MBS Live Week Ahead: At Risk of Reentering Old Range, But Not Without a Fight
For bond markets, most of 2017 has been dominated by the "post-election range" (or "the 2017 range," if you prefer) consisting of 10yr yields between roughly 2.3 and 2.6%. Fiscal policy roadblocks in late March and geopolitical concerns in April helped yields break below that range.
Yesterday's French election was one of the on-again-off-again geopolitical concerns driving a portion of the rally. In a nutshell, there were 2 anti-establishment candidates (with Marine Le Pen being the "scariest" choice for financial markets) and one status-quo politician. The status quo politician was/is good for stocks and bad for bonds. Le Pen was/is good for bonds because she would have created uncertainty about France's future in the EU.
Le Pen technically still has a chance because she advanced to a run-off against the status-quo politician Macron. Unfortunately, pollsters say there's no chance she can win that run-off (her only chance would have been to win outright or advance to a run-off with the other guy, Melenchon). Long story short, the French election turned out to be an unfriendly indicator for bonds.
Markets were fairly well convinced that Le Pen was a bit too much of a long-shot to win outright. This was part of the reason that bonds were unwilling to move below "the gap" seen in the chart below (if last week's polls showed Le Pen winning decisively, it could have been a different story). Instead, yields bounced on the gap (see the "bounce!" caption) and then waited for the election results.
As the chart suggests, the election reaction means yields quickly find themselves on the edge of the same old post-election range between 2.3-2.6%, but emphasis is indeed on "the edge." This isn't a "confirmed" reentry into that range or a unequivocally negative development, because we'd need to spend more time trading a bit farther above 2.30 for true confirmation, but it certainly introduces that risk.

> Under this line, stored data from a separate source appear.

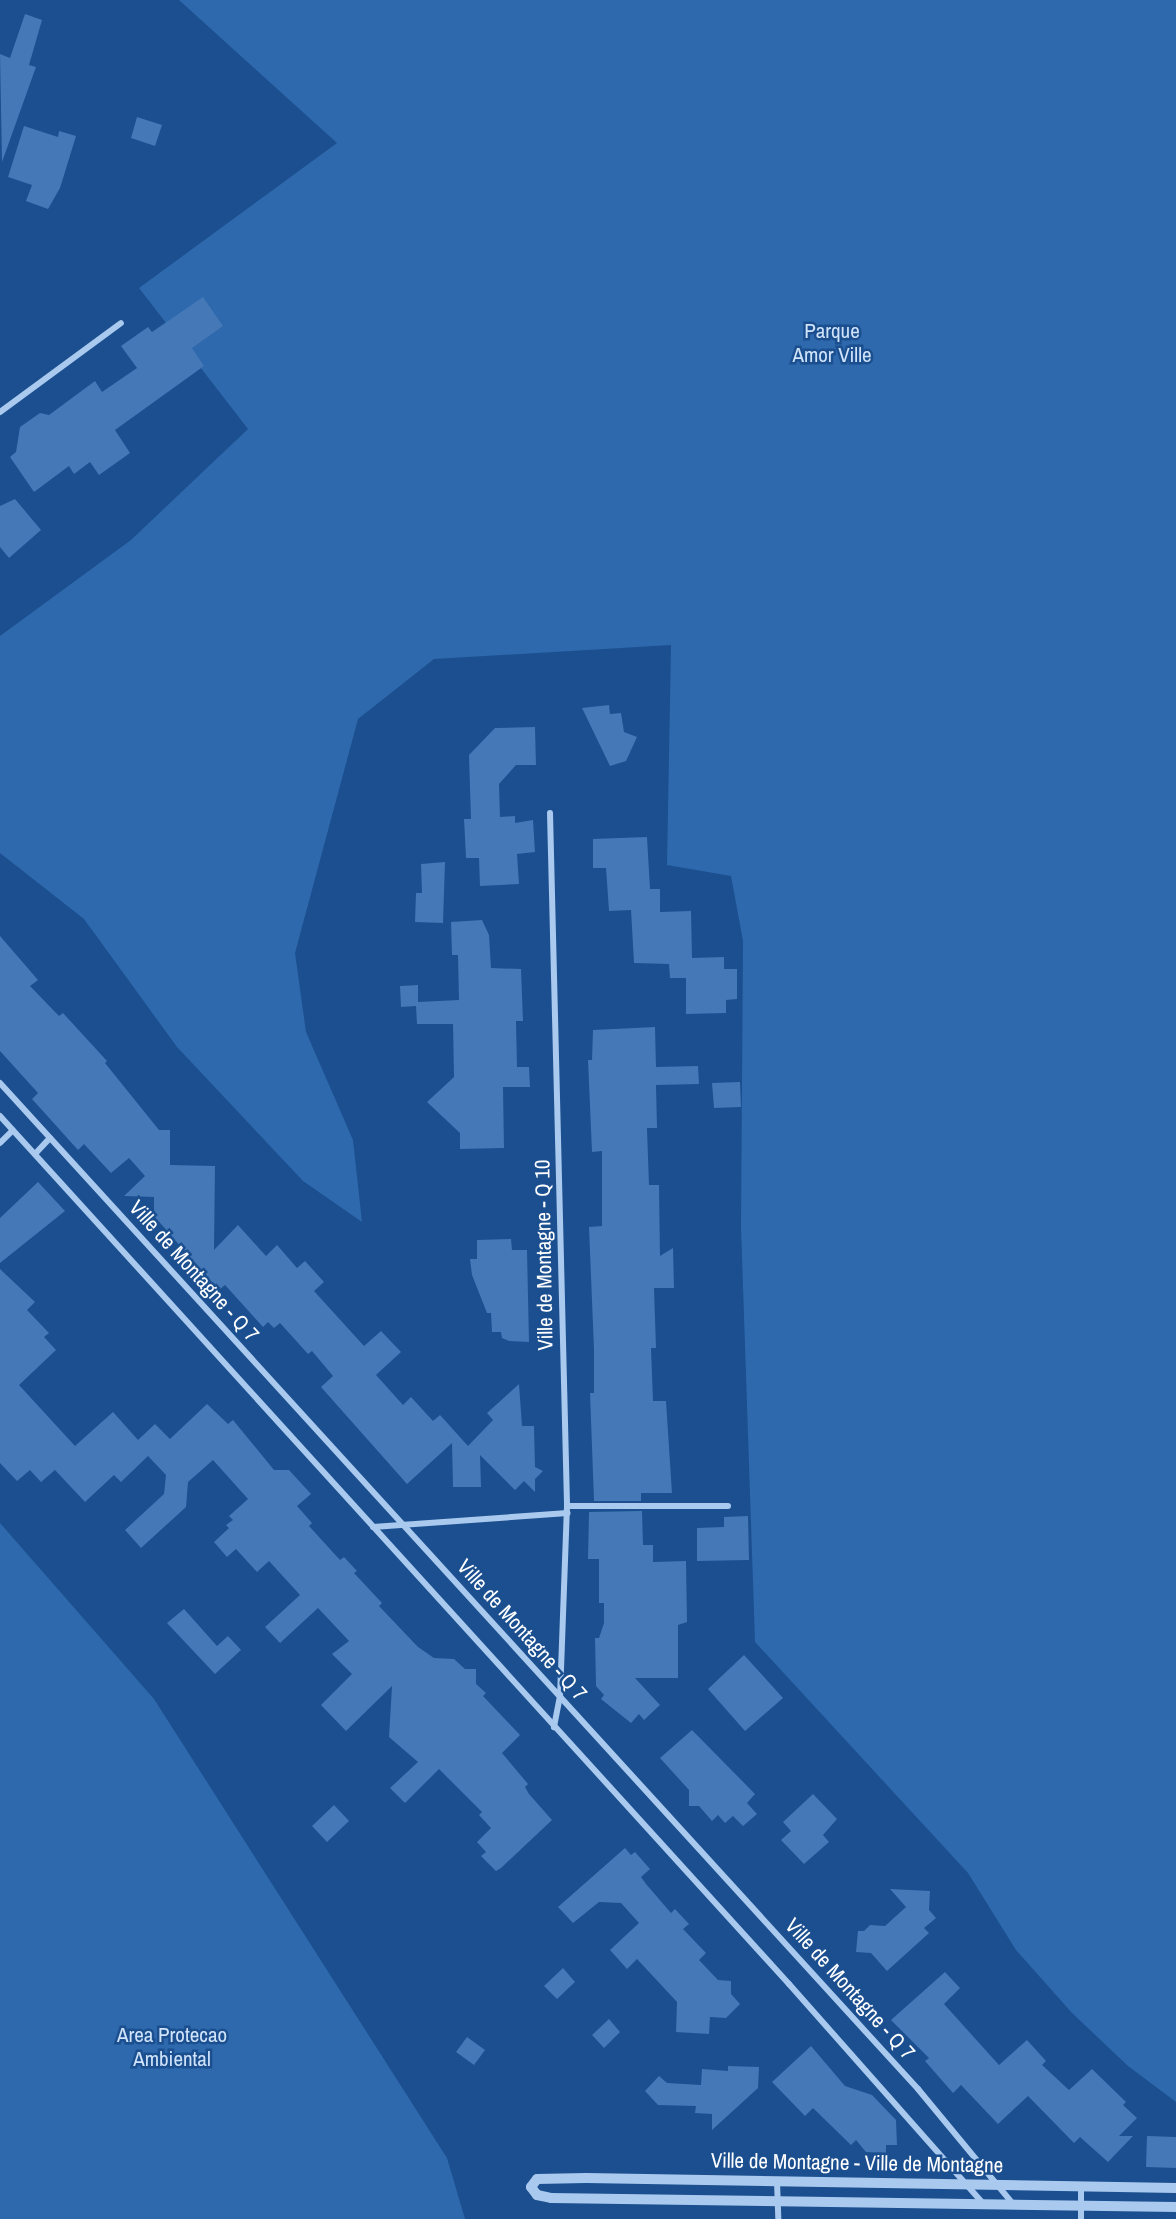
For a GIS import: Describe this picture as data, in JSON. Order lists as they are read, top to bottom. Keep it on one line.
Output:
{"streets":{"street":["Ville de Montagne - Q 10","Ville de Montagne - Q 7","Ville de Montagne - Ville de Montagne"]},"crossings":[["Ville de Montagne - Q 10","Ville de Montagne - Q 7"],["Ville de Montagne - Q 7","Ville de Montagne - Ville de Montagne"]],"parks":["Parque Amor Ville","Area Protecao Ambiental"]}
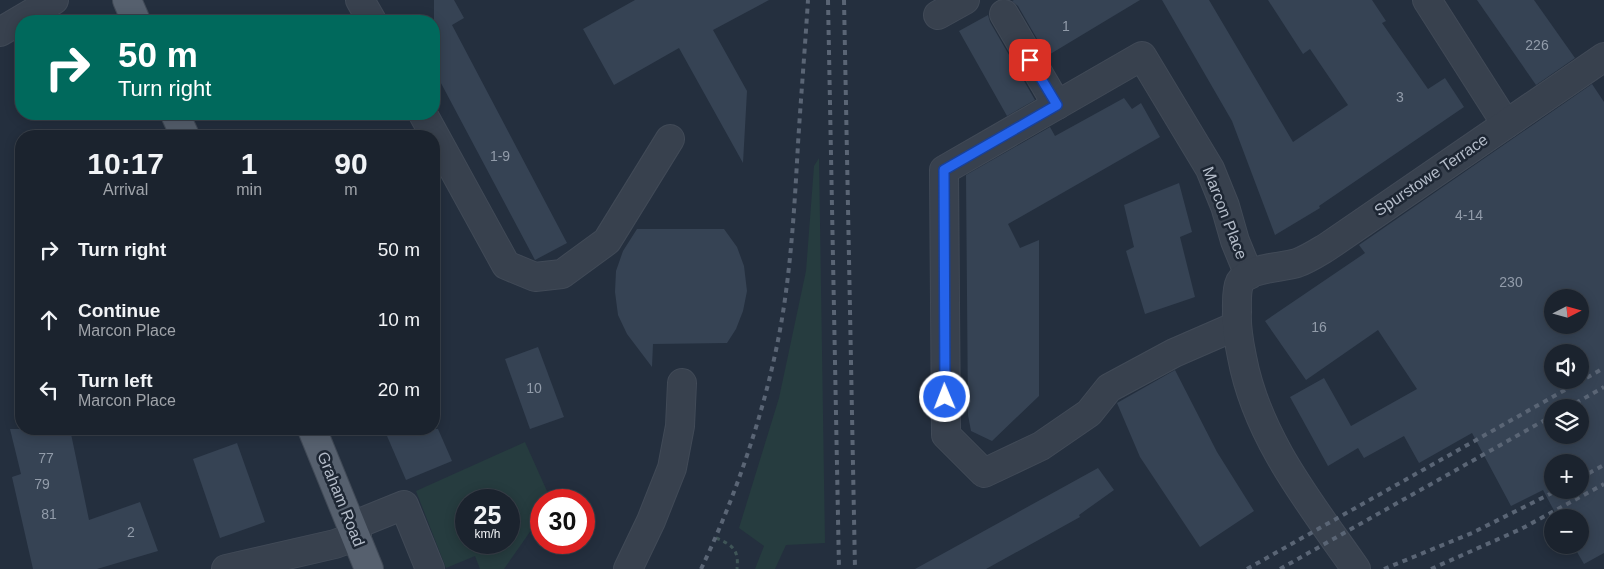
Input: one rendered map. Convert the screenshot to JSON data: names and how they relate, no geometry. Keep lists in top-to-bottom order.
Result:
{
  "streets": {
    "main road": ["Graham Road"],
    "street": ["Spurstowe Terrace", "Marcon Place"]
  },
  "crossings": [
    ["Spurstowe Terrace", "Marcon Place"]
  ],
  "house_numbers": [
    "1",
    "226",
    "3",
    "1-9",
    "4-14",
    "230",
    "16",
    "10",
    "77",
    "79",
    "81",
    "2"
  ],
  "north": "right",
  "page": {
    "turn": ["50 m", "Turn right"],
    "eta": [
      "10:17",
      "Arrival",
      "1",
      "min",
      "90",
      "m"
    ],
    "list": [
      {
        "name": "Turn right",
        "value": "50 m"
      },
      {
        "name": "Continue",
        "note": "Marcon Place",
        "value": "10 m"
      },
      {
        "name": "Turn left",
        "note": "Marcon Place",
        "value": "20 m"
      }
    ],
    "map_buttons": ["+", "−"],
    "speed": "25 km/h",
    "limit": "30"
  }
}
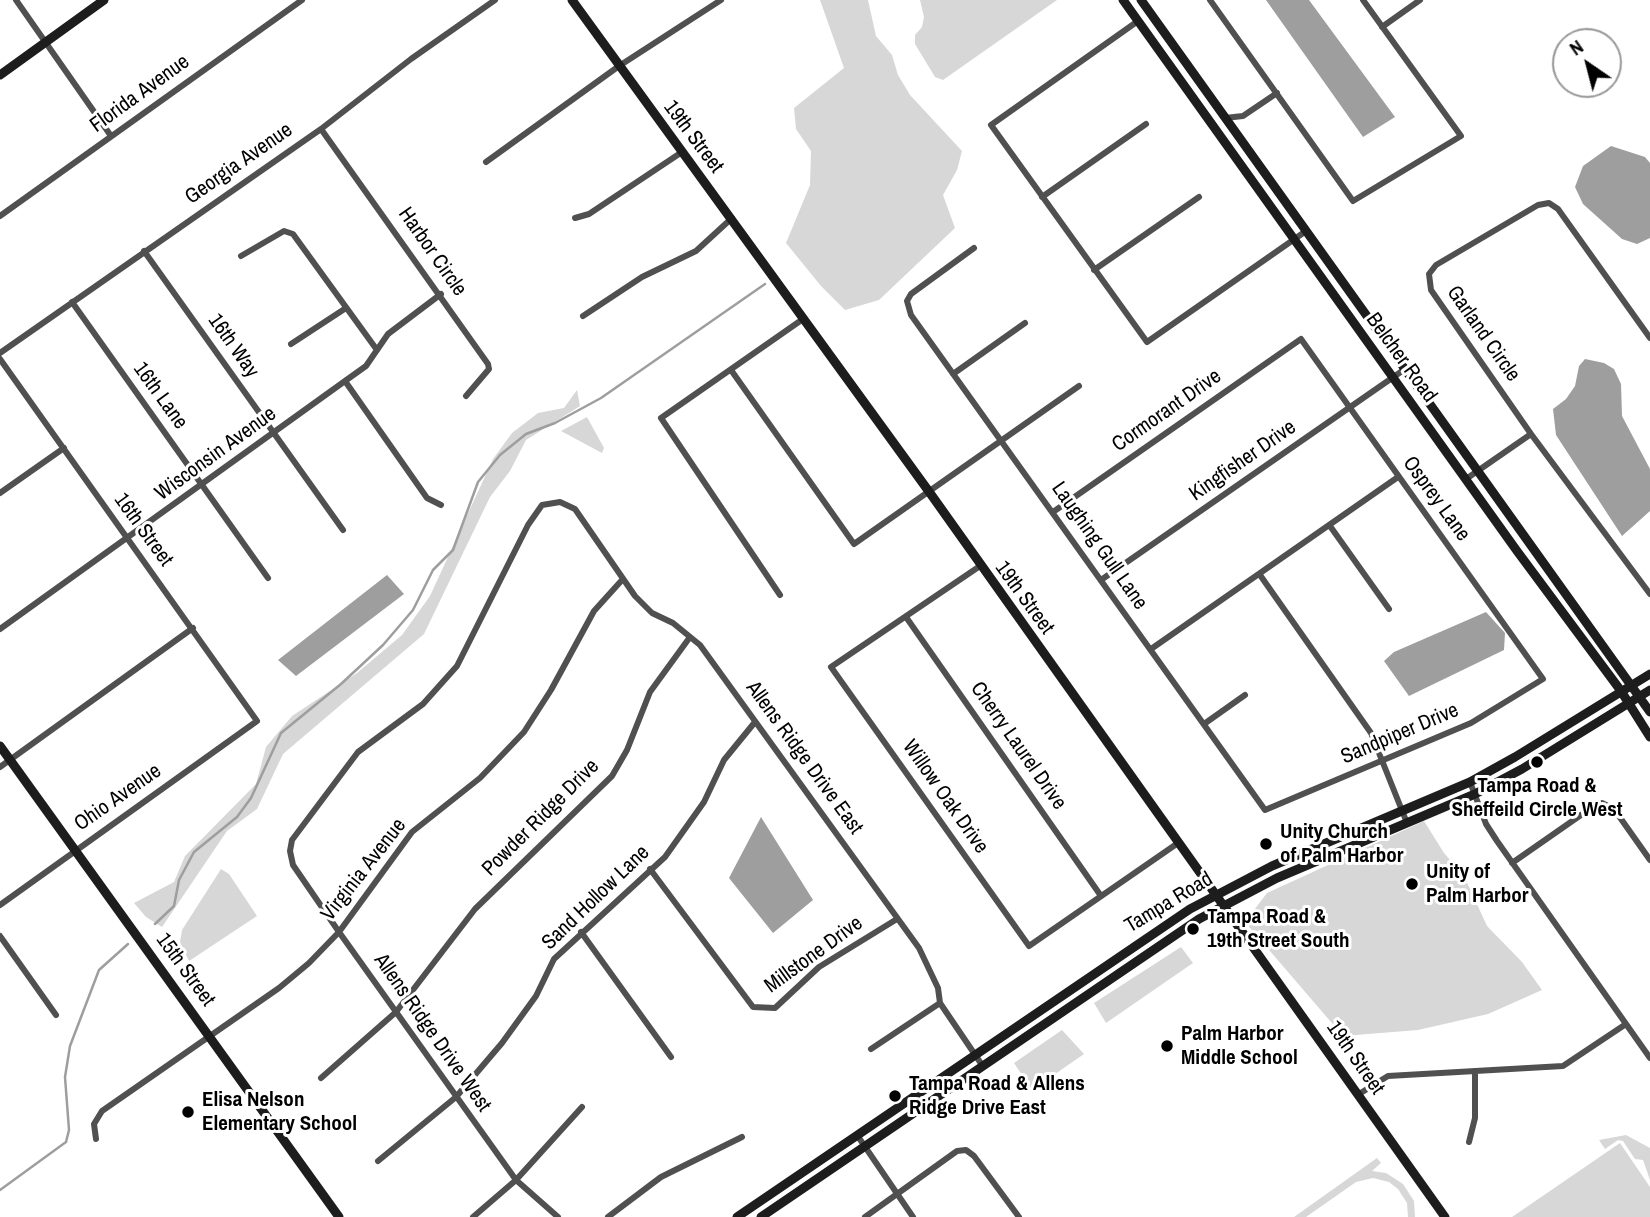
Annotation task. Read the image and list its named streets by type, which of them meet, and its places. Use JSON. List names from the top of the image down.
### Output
{
  "streets": {
    "main road": [
      "19th Street",
      "Belcher Road",
      "Tampa Road",
      "15th Street"
    ],
    "street": [
      "Florida Avenue",
      "Georgia Avenue",
      "Harbor Circle",
      "Garland Circle",
      "16th Way",
      "16th Lane",
      "Cormorant Drive",
      "Wisconsin Avenue",
      "Kingfisher Drive",
      "Osprey Lane",
      "16th Street",
      "Laughing Gull Lane",
      "Sandpiper Drive",
      "Cherry Laurel Drive",
      "Allens Ridge Drive East",
      "Willow Oak Drive",
      "Ohio Avenue",
      "Powder Ridge Drive",
      "Virginia Avenue",
      "Sand Hollow Lane",
      "Millstone Drive",
      "Allens Ridge Drive West"
    ]
  },
  "crossings": [
    ["19th Street", "Willow Oak Drive"],
    ["19th Street", "Tampa Road"],
    ["Georgia Avenue", "Harbor Circle"],
    ["Georgia Avenue", "16th Way"],
    ["Georgia Avenue", "16th Lane"],
    ["Harbor Circle", "Wisconsin Avenue"],
    ["16th Way", "Wisconsin Avenue"],
    ["Belcher Road", "Kingfisher Drive"],
    ["Belcher Road", "Tampa Road"],
    ["16th Lane", "Wisconsin Avenue"],
    ["Cormorant Drive", "Osprey Lane"],
    ["Cormorant Drive", "Laughing Gull Lane"],
    ["Wisconsin Avenue", "16th Street"],
    ["Kingfisher Drive", "Osprey Lane"],
    ["Kingfisher Drive", "Laughing Gull Lane"],
    ["Osprey Lane", "Sandpiper Drive"],
    ["16th Street", "Ohio Avenue"],
    ["Laughing Gull Lane", "Sandpiper Drive"],
    ["Cherry Laurel Drive", "Willow Oak Drive"],
    ["Allens Ridge Drive East", "Powder Ridge Drive"],
    ["Allens Ridge Drive East", "Virginia Avenue"],
    ["Allens Ridge Drive East", "Sand Hollow Lane"],
    ["Allens Ridge Drive East", "Tampa Road"],
    ["Allens Ridge Drive East", "Millstone Drive"],
    ["Allens Ridge Drive East", "Allens Ridge Drive West"],
    ["Ohio Avenue", "15th Street"],
    ["Powder Ridge Drive", "Allens Ridge Drive West"],
    ["Virginia Avenue", "15th Street"],
    ["Virginia Avenue", "Allens Ridge Drive West"],
    ["Sand Hollow Lane", "Millstone Drive"],
    ["Sand Hollow Lane", "Allens Ridge Drive West"]
  ],
  "places": [
    "Tampa Road & Sheffeild Circle West",
    "Unity Church of Palm Harbor",
    "Unity of Palm Harbor",
    "Tampa Road & 19th Street South",
    "Palm Harbor Middle School",
    "Tampa Road & Allens Ridge Drive East",
    "Elisa Nelson Elementary School"
  ],
  "north": "top left"
}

Bottom line, this week now becomes a battle for bond markets to avoid reentry into the range. The evolution of this morning's trading is only part of the story. The ostensibly huge tax reform plan coming later this week could apply additional pressure. Given that Trump already tweeted about the tax plan over the weekend (in addition to Friday's AP coverage), markets are likely already factoring the impact of potential tax reform headlines into this morning's French election reaction. In other words, even some of the traders who ultimately see bonds continuing to rally may view this as an ideal time to take some chips off the table (sell bonds short-term even though they're inclined to buy in the longer-term) until we get through these higher-risk events.